* _Activity_
Copy each line of the listing below where the word "Minified" turns up.

* _Data provided_
((

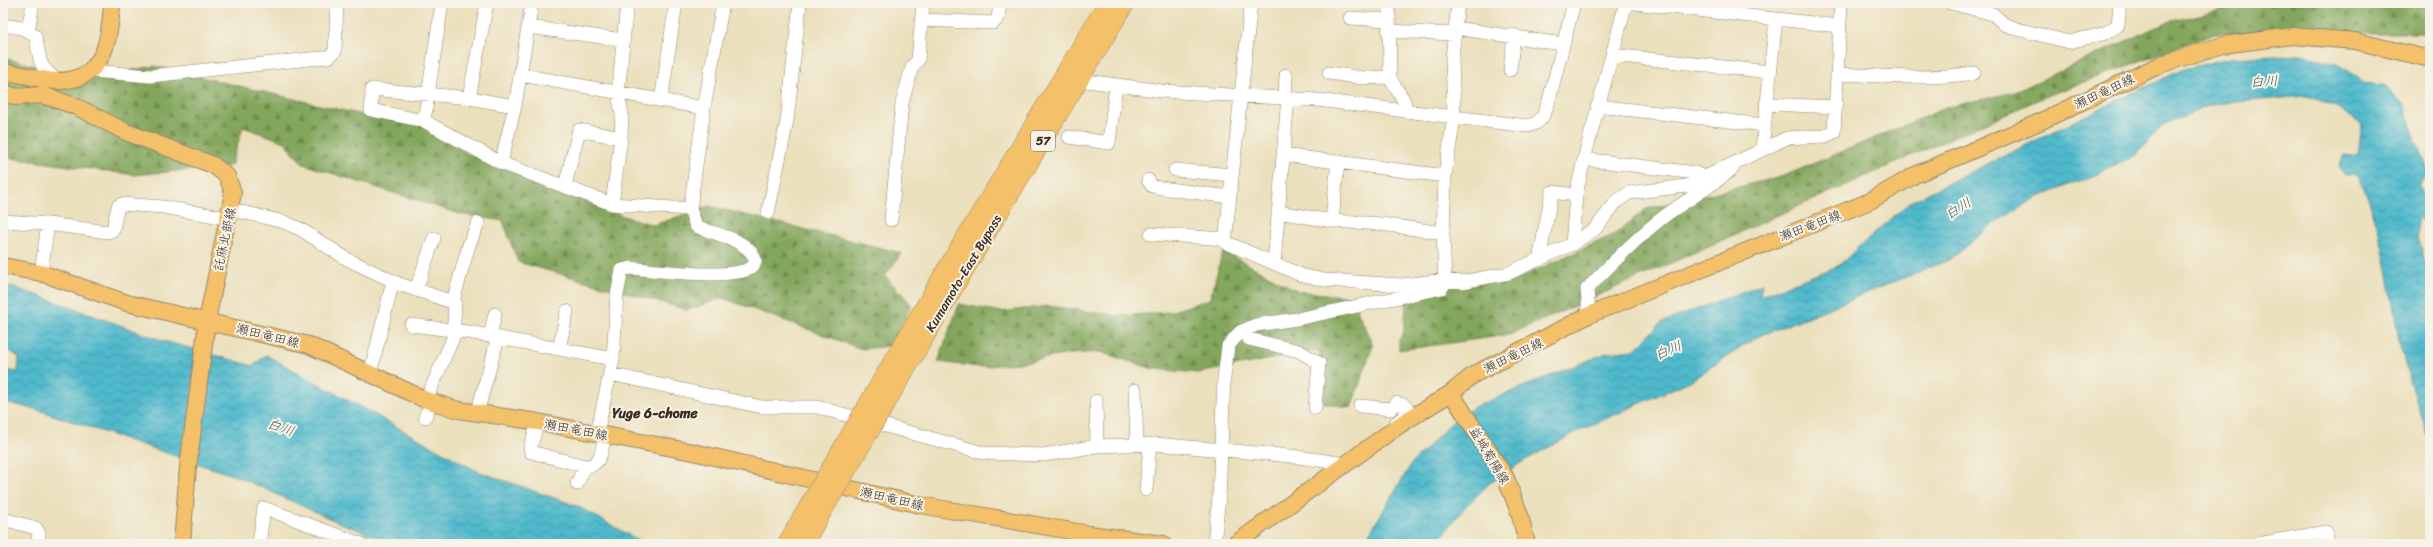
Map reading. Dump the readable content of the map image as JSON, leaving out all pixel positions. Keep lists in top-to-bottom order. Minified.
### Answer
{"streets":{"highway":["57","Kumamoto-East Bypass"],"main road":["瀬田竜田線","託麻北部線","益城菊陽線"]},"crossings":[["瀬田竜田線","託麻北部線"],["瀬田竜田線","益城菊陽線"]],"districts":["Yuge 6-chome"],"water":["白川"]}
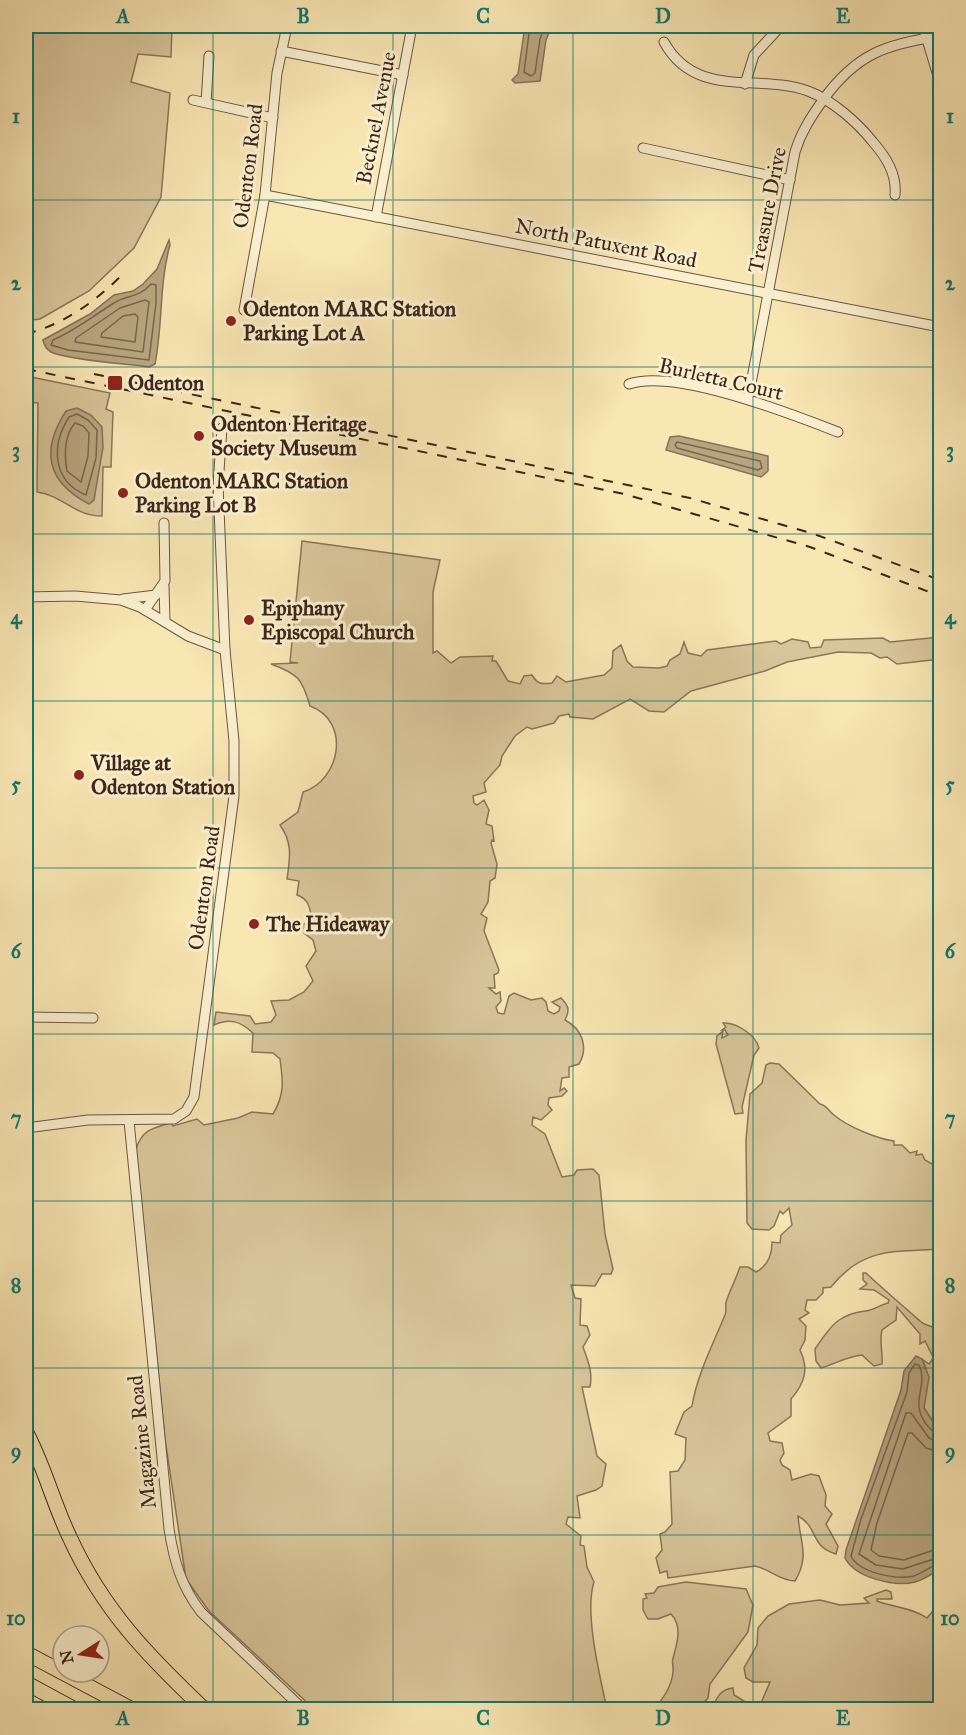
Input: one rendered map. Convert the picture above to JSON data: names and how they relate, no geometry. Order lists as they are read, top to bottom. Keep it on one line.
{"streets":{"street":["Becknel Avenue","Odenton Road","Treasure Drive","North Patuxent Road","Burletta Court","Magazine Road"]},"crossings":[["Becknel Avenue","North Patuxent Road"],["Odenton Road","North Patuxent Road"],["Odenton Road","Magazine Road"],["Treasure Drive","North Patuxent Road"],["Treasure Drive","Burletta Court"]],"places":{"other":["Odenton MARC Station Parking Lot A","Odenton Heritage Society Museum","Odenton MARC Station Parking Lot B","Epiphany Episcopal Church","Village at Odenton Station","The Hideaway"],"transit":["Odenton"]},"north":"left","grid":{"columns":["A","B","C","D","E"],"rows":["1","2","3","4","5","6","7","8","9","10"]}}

))
((

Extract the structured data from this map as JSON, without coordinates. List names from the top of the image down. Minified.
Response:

))
((

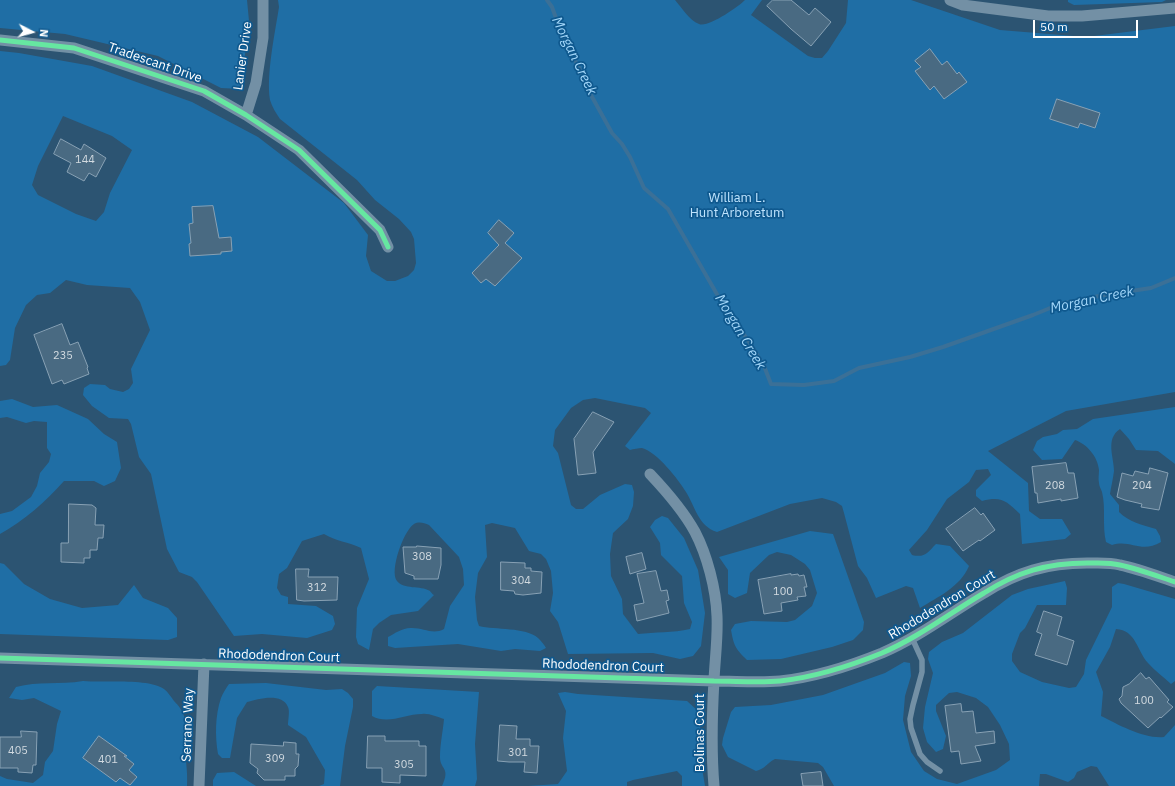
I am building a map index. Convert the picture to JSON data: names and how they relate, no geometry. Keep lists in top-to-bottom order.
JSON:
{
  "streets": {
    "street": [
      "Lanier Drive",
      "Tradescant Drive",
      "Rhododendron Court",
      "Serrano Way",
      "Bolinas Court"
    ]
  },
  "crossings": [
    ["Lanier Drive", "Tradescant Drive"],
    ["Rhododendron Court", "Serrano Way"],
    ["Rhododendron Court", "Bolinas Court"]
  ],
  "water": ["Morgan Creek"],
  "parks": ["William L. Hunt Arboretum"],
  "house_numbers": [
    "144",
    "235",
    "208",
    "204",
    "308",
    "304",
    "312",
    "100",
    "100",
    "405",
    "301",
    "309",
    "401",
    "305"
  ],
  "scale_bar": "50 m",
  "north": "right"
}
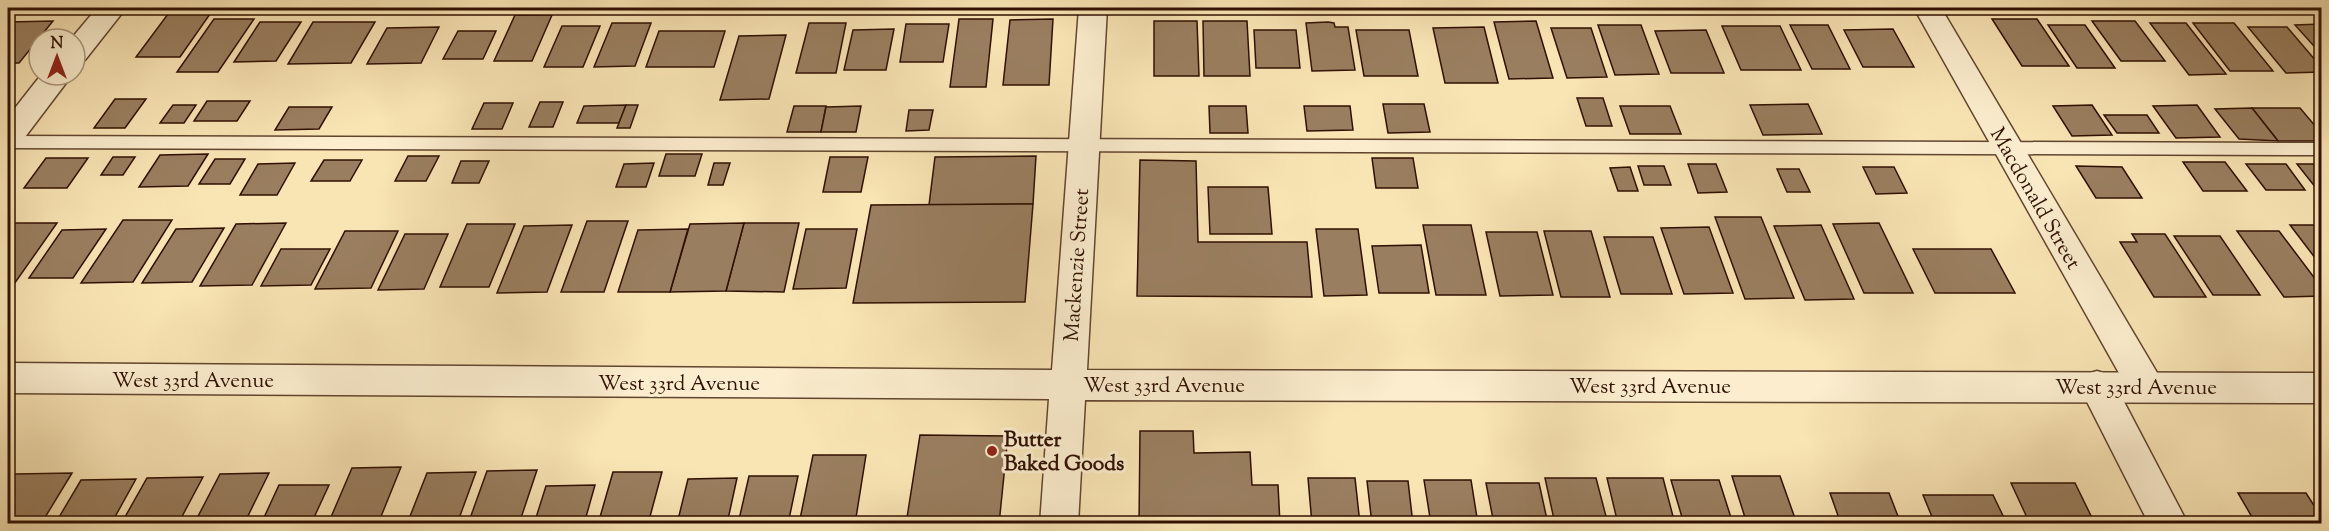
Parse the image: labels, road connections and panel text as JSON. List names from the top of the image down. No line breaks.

))

* _Answer for this exercise_
Map reading. Dump the readable content of the map image as JSON, leaving out all pixel positions. Keep lists in top-to-bottom order. Minified.
Extract the structured data from this map as JSON, without coordinates. List names from the top of the image down. Minified.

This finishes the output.